Work instruction:
Could you copy every line from the material below in which "page" appears?
Provided material section start
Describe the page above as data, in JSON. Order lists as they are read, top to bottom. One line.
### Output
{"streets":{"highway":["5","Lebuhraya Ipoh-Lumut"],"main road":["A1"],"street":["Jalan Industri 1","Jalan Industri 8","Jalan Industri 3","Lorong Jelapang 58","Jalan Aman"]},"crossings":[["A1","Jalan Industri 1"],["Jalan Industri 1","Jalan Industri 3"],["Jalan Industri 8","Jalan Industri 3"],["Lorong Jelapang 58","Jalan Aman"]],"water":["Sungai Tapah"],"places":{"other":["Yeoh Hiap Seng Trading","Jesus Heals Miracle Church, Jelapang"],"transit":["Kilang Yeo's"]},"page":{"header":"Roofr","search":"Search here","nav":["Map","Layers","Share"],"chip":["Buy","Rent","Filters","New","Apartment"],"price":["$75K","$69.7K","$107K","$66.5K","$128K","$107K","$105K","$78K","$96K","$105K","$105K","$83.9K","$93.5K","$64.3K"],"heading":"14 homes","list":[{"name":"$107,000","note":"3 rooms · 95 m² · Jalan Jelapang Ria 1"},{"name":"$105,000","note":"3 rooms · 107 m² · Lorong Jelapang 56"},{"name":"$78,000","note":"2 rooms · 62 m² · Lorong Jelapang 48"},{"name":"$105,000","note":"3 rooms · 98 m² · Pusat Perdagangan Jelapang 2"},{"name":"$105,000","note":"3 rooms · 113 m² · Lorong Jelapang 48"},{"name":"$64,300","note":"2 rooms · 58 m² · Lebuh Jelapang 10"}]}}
Provided material section end
Output of the exercise:
Describe the page above as data, in JSON. Order lists as they are read, top to bottom. One line.
{"streets":{"highway":["5","Lebuhraya Ipoh-Lumut"],"main road":["A1"],"street":["Jalan Industri 1","Jalan Industri 8","Jalan Industri 3","Lorong Jelapang 58","Jalan Aman"]},"crossings":[["A1","Jalan Industri 1"],["Jalan Industri 1","Jalan Industri 3"],["Jalan Industri 8","Jalan Industri 3"],["Lorong Jelapang 58","Jalan Aman"]],"water":["Sungai Tapah"],"places":{"other":["Yeoh Hiap Seng Trading","Jesus Heals Miracle Church, Jelapang"],"transit":["Kilang Yeo's"]},"page":{"header":"Roofr","search":"Search here","nav":["Map","Layers","Share"],"chip":["Buy","Rent","Filters","New","Apartment"],"price":["$75K","$69.7K","$107K","$66.5K","$128K","$107K","$105K","$78K","$96K","$105K","$105K","$83.9K","$93.5K","$64.3K"],"heading":"14 homes","list":[{"name":"$107,000","note":"3 rooms · 95 m² · Jalan Jelapang Ria 1"},{"name":"$105,000","note":"3 rooms · 107 m² · Lorong Jelapang 56"},{"name":"$78,000","note":"2 rooms · 62 m² · Lorong Jelapang 48"},{"name":"$105,000","note":"3 rooms · 98 m² · Pusat Perdagangan Jelapang 2"},{"name":"$105,000","note":"3 rooms · 113 m² · Lorong Jelapang 48"},{"name":"$64,300","note":"2 rooms · 58 m² · Lebuh Jelapang 10"}]}}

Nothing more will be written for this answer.